Archive for January, 2012

Journal to Lucy, January 24

Posted on January 24th, 2012 in Journaling | Comments Off

January 24, 2012
Home
Lucy playing with her Lalaloopsy dolls next to me.

The journal pictured above is for Lucy and begins on April 8, 2009.  This is her second journal.  The first one, which began when she was in-utero, is filled and sitting in a safe in the basement.

I write in Oliver and Lucy’s journals about once a month, sometimes more, sometimes less.  I often write in snapshots, framing a moment in time.  Today I had five minutes to sit down on my red couch, feet up, and write to Lucy while she played with her Lalaloopsy dolls on the floor next to me.

“Tuesday, January 24, 2012
home after going to
Ridgedale Library
after dropping Oliver off at school…

Yesterday, while swinging on the tire swing out back, before we made snow angels along the path out back, one after the other; before we found animal tracks that led to trees and then disappeared; before we walked to Wirth Chalet for some water and a snack of popcorn, you said:
“We are like toys to God.”
*
Saturday night, when Oliver and Dad had “guys night out,” you and I had girls night out.  We went to the Children’s Theater to see a play.  That day, we went to Target, the Gap, Macy’s, and Marshalls in search for the perfect dress to wear on our big date.  For you, we found a gray and black dress with an animal print, a long black sweater, and black boots–so adorable.  I dressed in a black dress that I got from Ragstock and my Frye boots.  Together we ran down the sidewalk along the Minneapolis Institute of Arts, late for Harold and the Purple Crayon.  Magical.
Afterward, we went out for dessert to Gigi’s Cafe, at a candlelit table.  You said, over and over, “Mom,
this is the life.”
Yes, yes it is.” 

When I show the kids’ journals to friends or family, they say, “Oh, I wish I would have done that.”  I always tell them, “You still can.”

You can begin now, with a scrap of paper, with a thought, with a moment. 

Ritual

Posted on January 18th, 2012 in Journaling | Comments Off

January 18, 2012
Treehouse


This morning I woke up having no idea. No idea how to revise the book I wrote, no idea where I’m headed with my work, no idea where I am going or how to get there, no idea how to run a business. Sometimes the Unknown is too big, and I want to hide. Or get a real job. Or embrace what I have and not worry about not knowing.

I know I’m not supposed to know. None of us can know. Every day we step into the Unknown of our lives.
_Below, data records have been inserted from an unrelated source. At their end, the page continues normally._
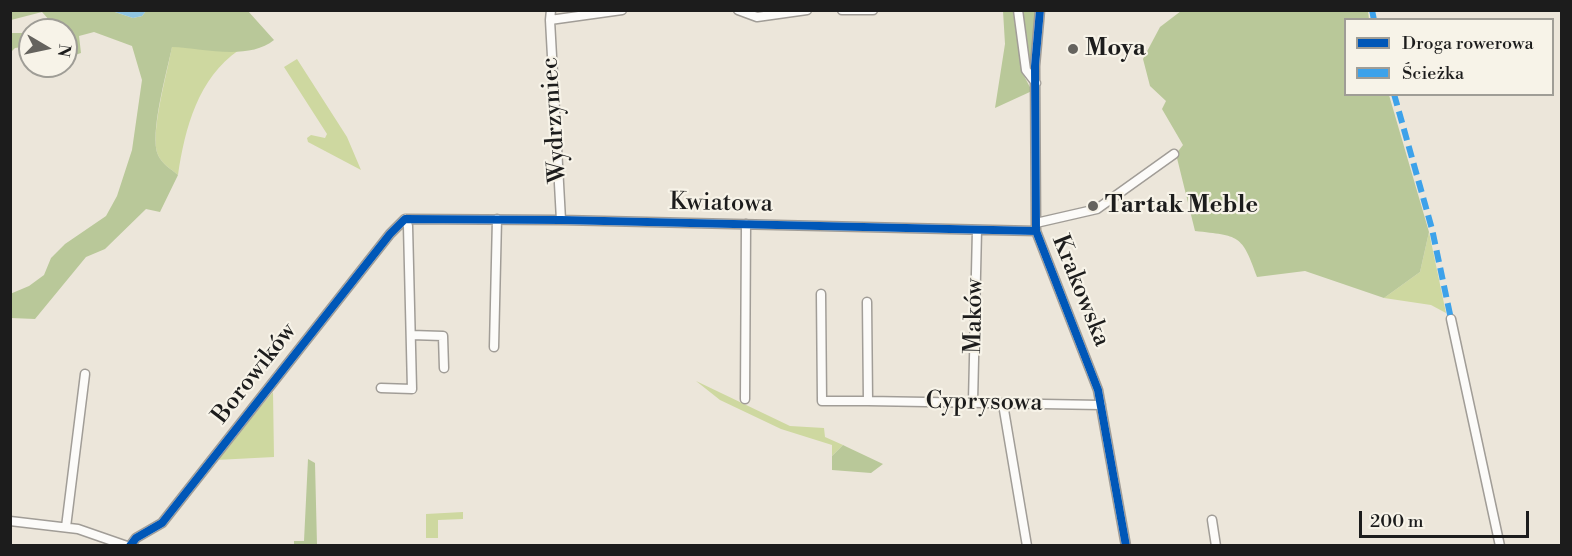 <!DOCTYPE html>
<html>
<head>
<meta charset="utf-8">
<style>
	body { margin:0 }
	#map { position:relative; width:1572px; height:556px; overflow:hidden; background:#ece6da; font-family:"Libre Bodoni",serif }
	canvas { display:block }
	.frame { position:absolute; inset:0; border:12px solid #1c1c1c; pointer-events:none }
	.legend { position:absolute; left:1344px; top:18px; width:210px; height:78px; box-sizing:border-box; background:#f7f3e8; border:2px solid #9f9d96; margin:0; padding:8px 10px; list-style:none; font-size:18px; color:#1c1c1c }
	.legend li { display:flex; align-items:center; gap:12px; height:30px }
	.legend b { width:30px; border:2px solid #9f9d96 }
	.north { position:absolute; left:18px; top:18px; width:60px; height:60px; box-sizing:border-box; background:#f7f3e8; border:2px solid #9f9d96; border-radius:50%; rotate:99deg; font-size:16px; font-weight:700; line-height:24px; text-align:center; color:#1c1c1c }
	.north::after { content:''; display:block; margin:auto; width:21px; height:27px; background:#65635e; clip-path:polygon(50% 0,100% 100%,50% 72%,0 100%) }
	.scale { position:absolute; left:1359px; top:511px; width:170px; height:27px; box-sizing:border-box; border:3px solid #1c1c1c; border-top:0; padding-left:8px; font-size:18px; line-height:21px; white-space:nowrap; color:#1c1c1c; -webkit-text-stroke:4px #f7f3e8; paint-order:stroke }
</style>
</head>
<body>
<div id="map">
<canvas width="1572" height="556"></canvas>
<div class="frame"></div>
<ul class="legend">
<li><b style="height:8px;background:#0057b8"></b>Droga rowerowa</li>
<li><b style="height:8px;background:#3da2ea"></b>Ścieżka</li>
</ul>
<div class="north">N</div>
<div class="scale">200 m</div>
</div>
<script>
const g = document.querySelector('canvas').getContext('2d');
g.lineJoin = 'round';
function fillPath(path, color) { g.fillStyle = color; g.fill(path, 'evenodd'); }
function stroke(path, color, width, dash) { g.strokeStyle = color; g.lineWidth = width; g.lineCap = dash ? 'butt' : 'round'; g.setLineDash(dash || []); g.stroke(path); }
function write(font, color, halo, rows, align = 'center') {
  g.font = font + ' "Libre Bodoni",serif'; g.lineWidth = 4.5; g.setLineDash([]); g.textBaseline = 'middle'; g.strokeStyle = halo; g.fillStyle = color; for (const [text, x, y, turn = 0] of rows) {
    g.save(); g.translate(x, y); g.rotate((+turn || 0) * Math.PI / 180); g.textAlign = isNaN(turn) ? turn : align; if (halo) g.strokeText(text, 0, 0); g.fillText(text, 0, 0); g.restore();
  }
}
const green = new Path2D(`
	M172,46C195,47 216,51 239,50C198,78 185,128 178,175C171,169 162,164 158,155C149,135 168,71 172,46Z
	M297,59L347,137L361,170L308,142L307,138L311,135L325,138L327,134L284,67Z
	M1429,232L1446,313L1431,305L1384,298L1420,272Z
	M696,381L790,426L824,428L825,437L843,445L832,456V445L781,429L720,400Z
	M273,392L274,457L216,460Z
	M463,512V519L438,520V538H426V514Z`);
const forest = new Path2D(`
	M11,11H112L133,18L142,16L146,11H248L274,40C248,61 202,48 172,47C167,71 149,135 158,155C162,164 171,169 178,175L160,212L146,209L105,249L86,257L35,319L11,318L10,294L29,286L44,275L51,258L65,244L106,216L117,196L132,150L142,80L132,46L94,32L79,36L81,53L66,58V30H43L50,21L42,12L11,20Z
	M1003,11H1013L1022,72L1032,91L995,108L1005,44Z
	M1021,11H1036L1032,70L1029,68Z
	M1181,11H1368L1369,19L1346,20V94L1389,95L1429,232L1420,272L1384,298L1305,271L1257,277C1242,234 1239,236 1195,231L1176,154L1183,145L1162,109L1166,101L1150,86L1143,59L1160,27Z
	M11,33H30V46L15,48L11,52Z
	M843,445L847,447L883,464L871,473L832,470V456Z
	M308,459L315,463L317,545H294V541H304Z`);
const water = new Path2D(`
	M112,11H146L142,16L133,18Z`);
const minor = new Path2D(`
	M738,10L757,17L807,10
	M842,10H873
	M1018,10L1026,70L1036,83
	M1040,10L1035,66L1036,231L1098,390L1126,546
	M550,20L551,10
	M405,219L561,220L1036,231
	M561,220L550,20L622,10
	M1036,223L1097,209L1174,154
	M821,294L822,401H868
	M867,302L868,401L1101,405
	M1451,319L1500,546
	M411,335L443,336L444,368
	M494,347L497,219
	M381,388L412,389L408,226L405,219
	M745,399L746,224
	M973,402L977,230
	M1003,404L1027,546
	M1212,520L1216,546
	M10,521L78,529L127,546
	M66,527L85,374
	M130,546L136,538L162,523L390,234L405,219`);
const quiet = new Path2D(`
	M1372,10L1374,20
	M1394,94L1432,229L1451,319`);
const cycleway = new Path2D(`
	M1040,10L1035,66L1036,231L1098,390L1126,546
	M130,546L136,538L162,523L390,234L405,219L561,220L1036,231`);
const markers = [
	[1073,49,6,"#65635e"],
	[1093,206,6,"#65635e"]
];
const poiNames = [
	["Moya",1085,49],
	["Tartak Meble",1105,206]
];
const streetNames = [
	["Wydrzyniec",555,120,-94],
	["Kwiatowa",721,204,1],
	["Krakowska",1080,291,68],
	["Maków",975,316,-89],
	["Borowików",255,374,-52],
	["Cyprysowa",984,403,1]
];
fillPath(green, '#ced8a0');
fillPath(forest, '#b9c899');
fillPath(water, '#90c5e0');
stroke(minor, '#a19d97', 11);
stroke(minor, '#fcfbf9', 8);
stroke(quiet, '#3da2ea', 6, [12, 6]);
stroke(cycleway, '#0057b8', 8);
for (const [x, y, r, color] of markers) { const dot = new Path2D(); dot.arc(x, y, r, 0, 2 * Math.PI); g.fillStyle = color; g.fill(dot); stroke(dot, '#f7f3e8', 2); }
write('bold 24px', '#1c1c1c', '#f7f3e8', poiNames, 'left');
write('24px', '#1c1c1c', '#f7f3e8', streetNames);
</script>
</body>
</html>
But that doesn’t make it any easier when I compare (compare and despair!) myself to other people who seem to know what they are doing.
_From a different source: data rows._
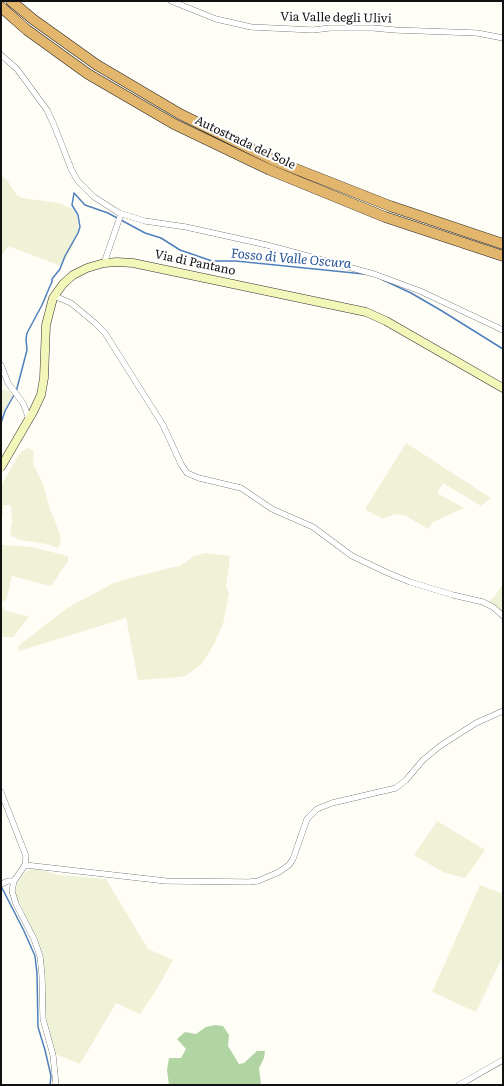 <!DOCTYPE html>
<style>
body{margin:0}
#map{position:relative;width:504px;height:1086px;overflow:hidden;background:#fefdf6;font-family:Literata,serif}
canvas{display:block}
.frame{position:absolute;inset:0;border:2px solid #111;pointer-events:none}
</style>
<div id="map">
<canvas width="504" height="1086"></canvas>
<div class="frame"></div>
</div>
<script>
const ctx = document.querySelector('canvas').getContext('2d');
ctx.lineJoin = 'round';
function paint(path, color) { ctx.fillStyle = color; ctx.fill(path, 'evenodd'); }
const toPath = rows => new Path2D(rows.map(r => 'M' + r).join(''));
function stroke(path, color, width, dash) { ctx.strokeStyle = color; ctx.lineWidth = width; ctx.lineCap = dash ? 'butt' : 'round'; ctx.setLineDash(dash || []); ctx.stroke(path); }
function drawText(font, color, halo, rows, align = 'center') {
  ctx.font = font + ' Literata,serif'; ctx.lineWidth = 4; ctx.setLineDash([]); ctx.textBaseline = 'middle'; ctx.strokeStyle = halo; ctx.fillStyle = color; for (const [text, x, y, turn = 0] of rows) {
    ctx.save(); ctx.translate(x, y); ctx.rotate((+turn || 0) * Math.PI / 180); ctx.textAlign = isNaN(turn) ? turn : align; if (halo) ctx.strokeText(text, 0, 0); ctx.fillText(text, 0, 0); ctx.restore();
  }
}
const farmland = toPath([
 [1,175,7,180,17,195,22,198,59,203,72,209,77,216,79,228,72,248,61,266,8,246,1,257],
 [1,389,10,391,12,396,1,417],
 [406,443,491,498,481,506,443,483,437,493,464,508,433,522,428,529,404,515,395,514,382,519,365,509],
 [29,448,34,452,33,464,43,484,49,506,60,535,61,543,58,548,46,544,20,540,12,536,10,533,12,520,11,507,9,505,5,505,3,506,3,514,1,520,1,486,19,454,25,449],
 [1,545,31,547,68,556,68,561,51,586,12,576,7,597,4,602,1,602],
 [205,553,230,556,226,587,229,593,227,604,223,624,215,642,202,664,187,675,181,677,138,680,126,618,19,651,18,646,66,609,78,602,116,582,169,568,180,566,194,556],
 [503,584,503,614,489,601,494,597],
 [1,607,5,607,4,610,29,617,13,637,1,637],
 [437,821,485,850,465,878,445,873,414,855],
 [32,869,37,869,59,875,106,879,148,949,173,960,157,989,140,1014,116,1003,80,1064,55,1054,46,1020,37,942,15,893,17,883,21,876,26,872],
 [480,885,503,894,503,956,476,1012,432,992]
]);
const forest = toPath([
 [215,1025,223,1026,229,1035,228,1046,239,1064,244,1063,257,1051,265,1051,264,1058,259,1068,261,1085,169,1085,167,1070,169,1058,181,1058,186,1049,177,1039,185,1032,196,1034,206,1027]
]);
const stream = toPath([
 [74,193,85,205,108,213,145,233,161,238,180,250,212,261,236,261,364,274],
 [381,279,411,293,442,311,503,349],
 [16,392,27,350,26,339,27,333,42,305,50,286,52,282,52,279,60,269,65,256,78,233,80,227,78,215,72,205,74,193],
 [1,423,5,411,14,395],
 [1,886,24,931,35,956,37,974,38,1027,45,1050,51,1076,50,1085]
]);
const street = toPath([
 [171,1,216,19,251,27,313,30,330,28,373,28,395,30,477,33,503,38],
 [1,55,17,69,47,110,54,125,72,171,78,181,94,197,119,213,145,221,186,227,267,245,374,274,420,291,503,330],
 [104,263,121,214],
 [54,296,71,303,95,323,105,333,163,425,181,464,187,473,199,478,241,488,272,509,313,527,352,556,388,573,410,582,453,595,483,602,493,607,503,616],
 [1,365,8,383,23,403,29,419],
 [1,792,26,856,25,865,14,881,12,891,16,904,34,939,40,956,42,975,43,1019,53,1055,56,1085],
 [25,865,166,881,249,882,258,881,279,872,289,865,293,859,307,819,317,809,332,803,396,788,406,780,423,760,440,746,476,723,503,711],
 [1,884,8,881,14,881],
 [459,1085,503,1060]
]);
const secondary = toPath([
 [1,467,33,412,41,395,44,378,46,325,53,298,63,284,73,275,87,268,104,263,117,262,133,263,366,312,386,321,503,388]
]);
const highway = toPath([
 [11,1,34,20,97,65,180,114,273,160,390,206,503,244],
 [1,7,27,30,88,74,174,124,270,170,385,217,503,256]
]);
const streetNames = [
 ["Via Valle degli Ulivi",336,18,1],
 ["Autostrada del Sole",245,143,25],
 ["Via di Pantano",195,263,12]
];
const waterNames = [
 ["Fosso di Valle Oscura",291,259,5]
];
paint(farmland, '#f0f2d7');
paint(forest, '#b1d4a3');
stroke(stream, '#4f80be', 1.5);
stroke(street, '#444', 6);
stroke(secondary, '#333', 9);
stroke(highway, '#222', 11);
stroke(street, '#fff', 5.5);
stroke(secondary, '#f3f6b9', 8);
stroke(highway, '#e3b66e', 10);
drawText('12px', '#111', '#fff', streetNames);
drawText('italic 13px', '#275495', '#fff', waterNames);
</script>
So I hang on to my ritual like a lifeline–Monday, Wednesday, and Friday mornings, from 6-9 is when I work. In theory. I usually untangle myself from between Oliver and Lucy, who still join us in the middle of the night in our bed, at about 6:20, go downstairs in the dark and pour myself a cup of coffee, (Paul grinds the beans and sets the coffee maker for me every night. To me this equals love.) and read a book on the red couch in the brown room while I wake up, a candle on the windowsill. From the couch, I see my neighbor Dave take his dog for a morning walk. He leaves for work by 7:00. When he pulls out of his driveway, I pack my bag and computer and head back to the Treehouse to write. Or plan a class. Or sketch. Or spin my wheels. Or check Facebook.

I tell myself that if I just show up, if I just hold on to this ritual, place one word after the other onto the page, I will arrive somewhere. I usually arrive at the doorstep of myself. Which is nice. Even if I leave the Treehouse every morning, still not knowing.

A glimpse into this morning in the Treehouse, not knowing:

Dharma, my moral support

When I don't know, I remind myself what matters.

I do know I will be working with youth at the amazing non-profit Youthlink.

View From the Treehouse

Posted on January 11th, 2012 in Photos of Treehouse | 1 Comment »

Wednesday, January 11, 2012
Treehouse
Blustery, bland, monochromatic outside
Warm candlelight, Aveda rainforest, quiet inside

This is the place where I write, the place where I dream into the future and reflect on the present.  This is the place I recharge, revise, renew.  This is the place where we gather and spill the wine or blow the steam off the top of our tea.  This is the place where I work it all out in my head.  This is the place where I get perspective, where I go when I need to walk away.  This is the place where I meet myself, on the page and in all of the little things I place around to remind me to stay close to the heart and soul of my life.  This is a place for which I never dared to dream, but that reminds me we are not meant to know, that we must leave space in order to discover.